No, I Did Not Forget His Birthday Post

Elliot turned six a few weeks ago. Generally I commemorate keeping my children alive another year with a witty blog post and a cute picture. But this year? This year I couldn’t do it. I had nothing to be witty about and getting a cute picture was out of the question.

That is to say, Elliot and I were having issues. I wish I was the only adult in his life that could make that statement as of late. But I am in the good company of his father, his grandparents and his teacher.

It’s been hard. And heart breaking. There was even the night I laid in his bed with him and cried. An all time winner on the sadness scale. I think the last time I cried in his presence we were making him cry-it-out, and that was less “in his presence” and more “sitting outside his door.”
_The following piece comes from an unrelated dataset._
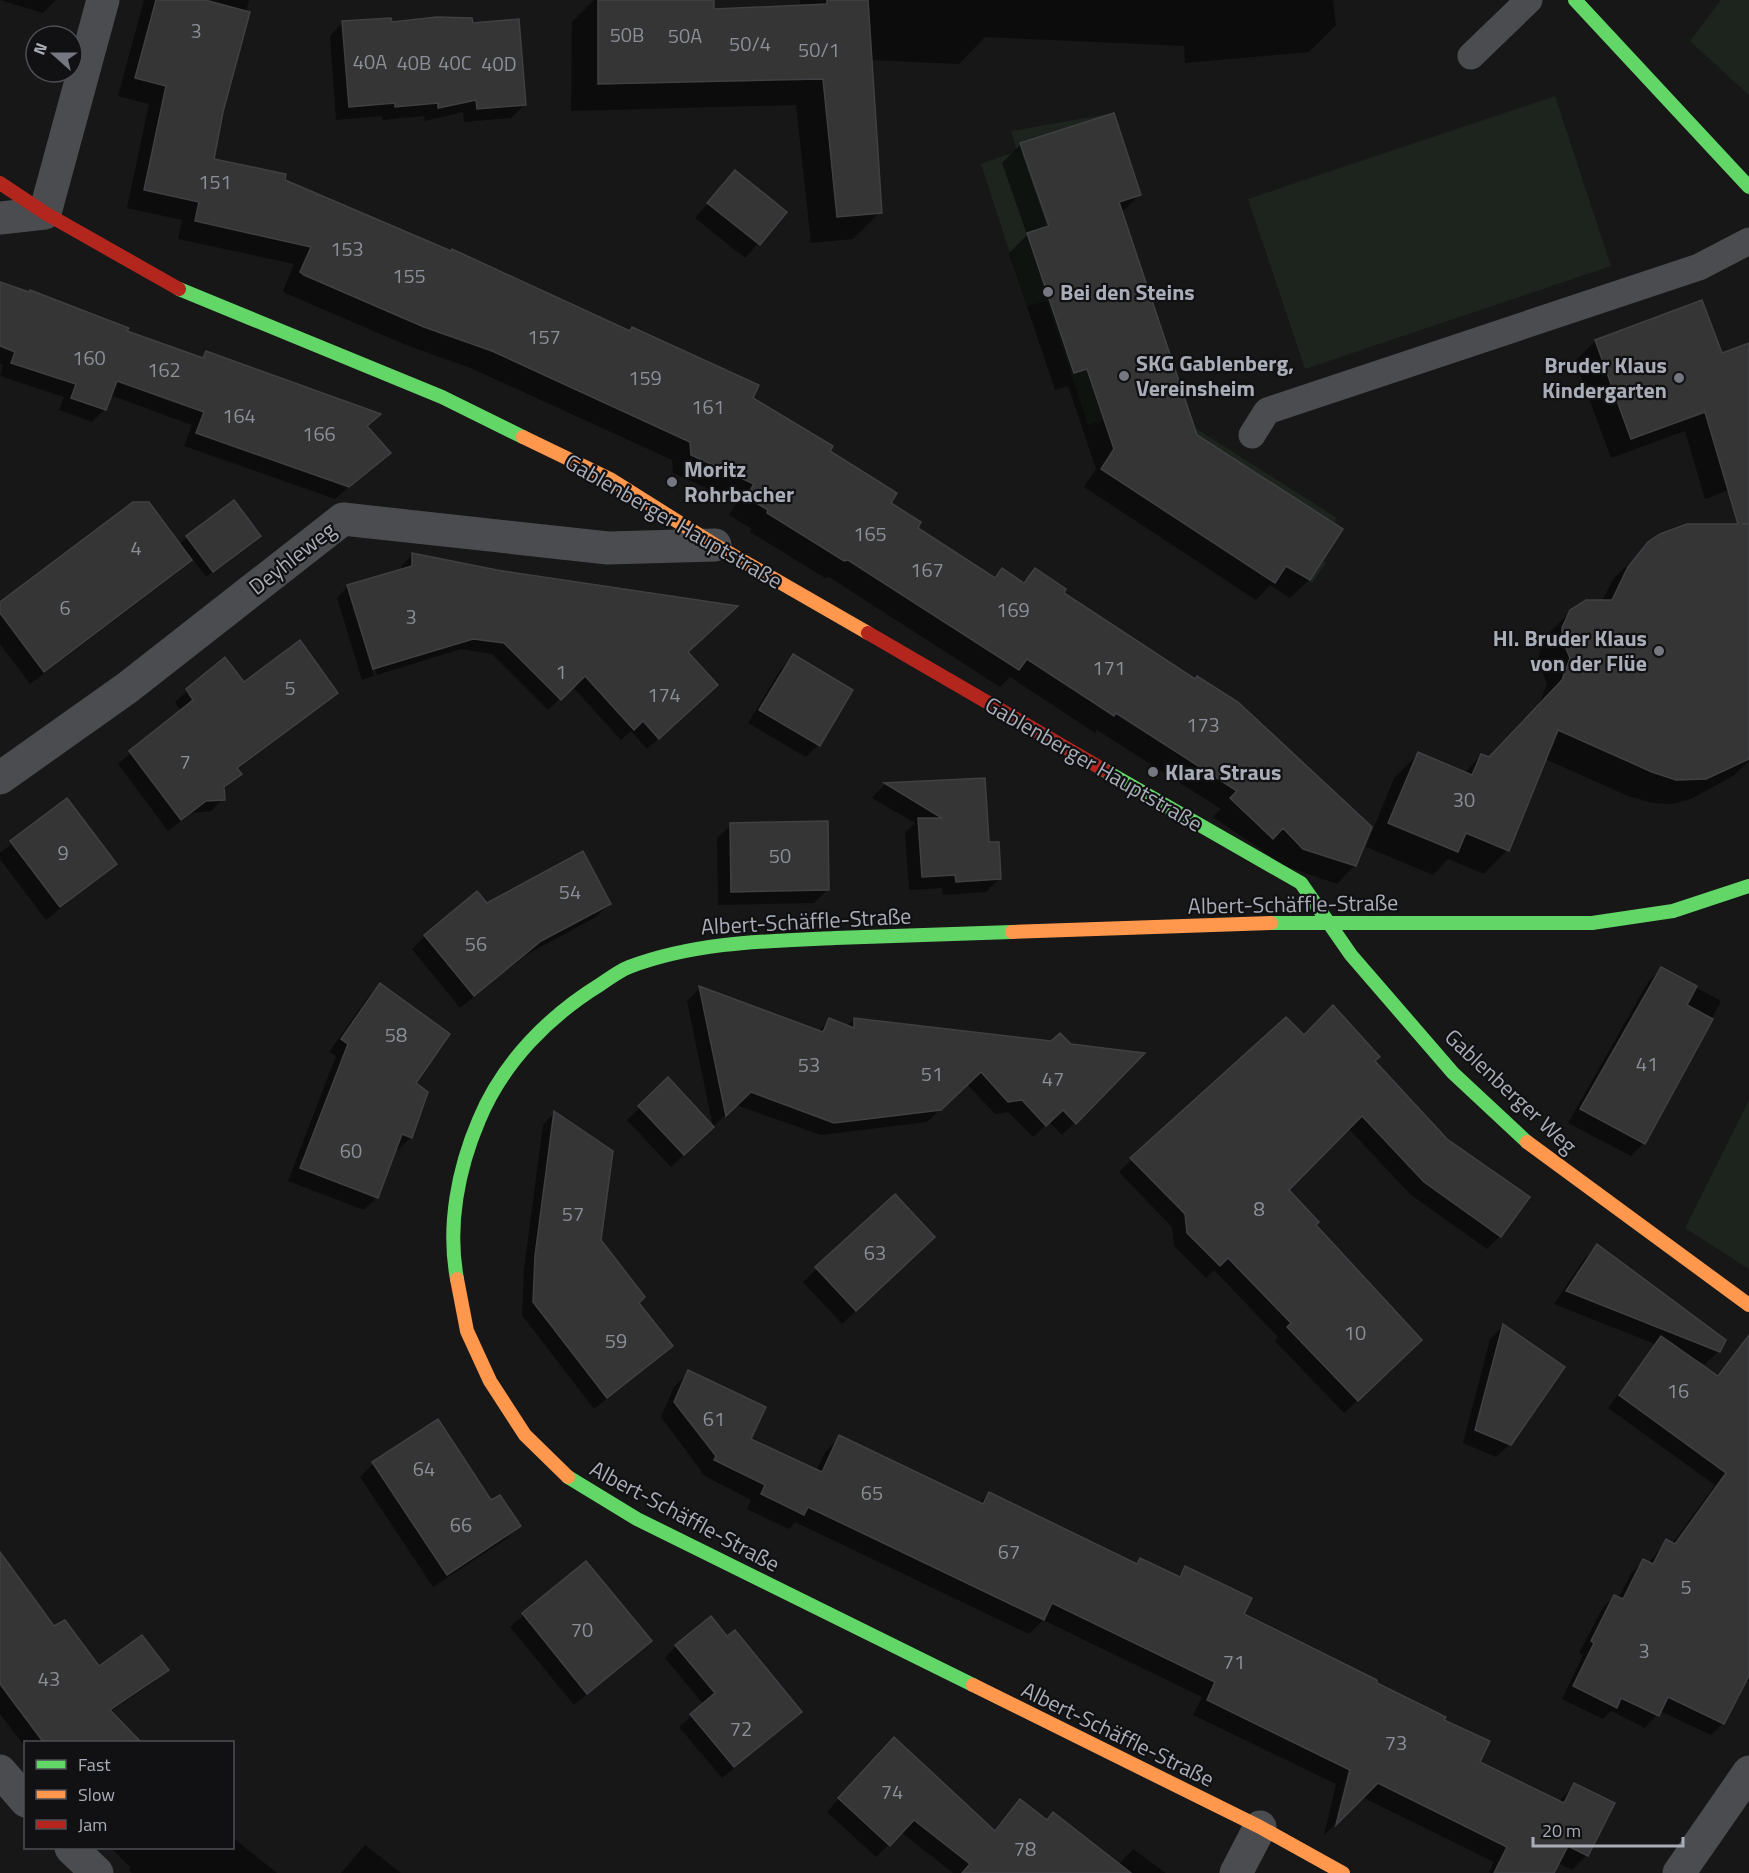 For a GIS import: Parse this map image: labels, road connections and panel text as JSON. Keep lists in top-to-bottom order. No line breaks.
{"streets":{"street":["Gablenberger Hauptstraße","Deyhleweg","Albert-Schäffle-Straße","Gablenberger Weg"]},"crossings":[["Gablenberger Hauptstraße","Deyhleweg"],["Gablenberger Hauptstraße","Albert-Schäffle-Straße"],["Gablenberger Hauptstraße","Gablenberger Weg"],["Albert-Schäffle-Straße","Gablenberger Weg"]],"places":["Bei den Steins","SKG Gablenberg, Vereinsheim","Bruder Klaus Kindergarten","Moritz Rohrbacher","Hl. Bruder Klaus von der Flüe","Klara Straus"],"house_numbers":["3","50B","50A","50/4","50/1","40A","40B","40C","40D","151","153","155","157","160","162","159","161","164","166","165","4","167","6","169","3","171","1","5","174","173","7","30","9","50","54","56","58","41","53","51","47","60","8","57","63","10","59","16","61","64","65","66","67","5","70","3","71","43","72","73","74","78"],"legend":["Fast","Slow","Jam"],"scale_bar":"20 m","north":"left"}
I tried writing a birthday post leaving out the drama of our lives. But I couldn’t separate all the good from all the bad – it was all so overwhelming. It was like someone had taken the kid I had known for the last six years and replaced him with a less evolved, more emotional, jerk version of him.

So, yeah. The weeks leading to his birthday and even the week of his birthday were horrible. The day after his birthday he had three new toys taken from him as punishment. Three. In one afternoon. It was a stellar day.

His teacher was struggling too. So we talked and made some changes. She wanted consistency, I wanted my happy kid back.

And then the clouds broke and the sun came out again.

She gives him more individual attention at school. Nothing all that interesting honestly: five seconds here, a shoulder squeeze there. I have stopped taking Audrey with us on the carpool run. And I walk him all the way to class. And I hug him in front of his friends and he acts like he doesn’t LOVE it.

In hindsight, it seems that Elliot felt he wasn’t getting enough attention. So, he started doing whatever it took to get attention – even negative attention. That kid of mine, text book example of behavior patterns if ever there was one.

Yesterday his teacher told me, “I had no idea he was so, so … affectionate.” Yes, that is an accurate description. He will hold hands, sit on laps, hug legs endlessly. Really, if you’re sitting down and he wants to sit down too, your lap is probably where he’ll land. It’s been that way his whole life. I think it’ll make high school a little embarrassing, but what do I care since I’m going to be his prom date?

Now you can look forward to his birthday post. The one where I tell you about grown-ups doing a pillow case race. It was awesome.

3 smart people left their mark:

  1. Lynn, 5. October 2009, 8:25

    It’s a roller coaster with ups and downs. Glad to hear you all figured out what he needed.

  2. Nylonthread, 5. October 2009, 9:41

    So sorry you went through all that with Elliot! It would be so much nicer if they had translators that gave us insight into what is going on in their little heads. “I need more attention!” or “I want to be more independent!” I’m so glad your favorite Elliot is back with you! :-)

  3. Christine, 19. October 2009, 11:52

    I’m sorry to say you’re not alone, and the rollercoaster ride is far from over. Welcome to the nature of raising boys! They are a complete subset of the human species. For years I’ve been saying about my son, “Why does he do that?” and “I don’t understand him!” At the very worst I’ve felt like a complete failure as a mother and imagine my son turning into a Columbine shooter because I didn’t understand him. At the best, I’ve accepted the consistent evolution that is my son and even at times feel I have insight into the workings of his brain. A book that I’ve found helpful is Raising Boys by Steve Biddulph. There will be more dark days, but also lots of bright shiny days ahead too. Good Luck!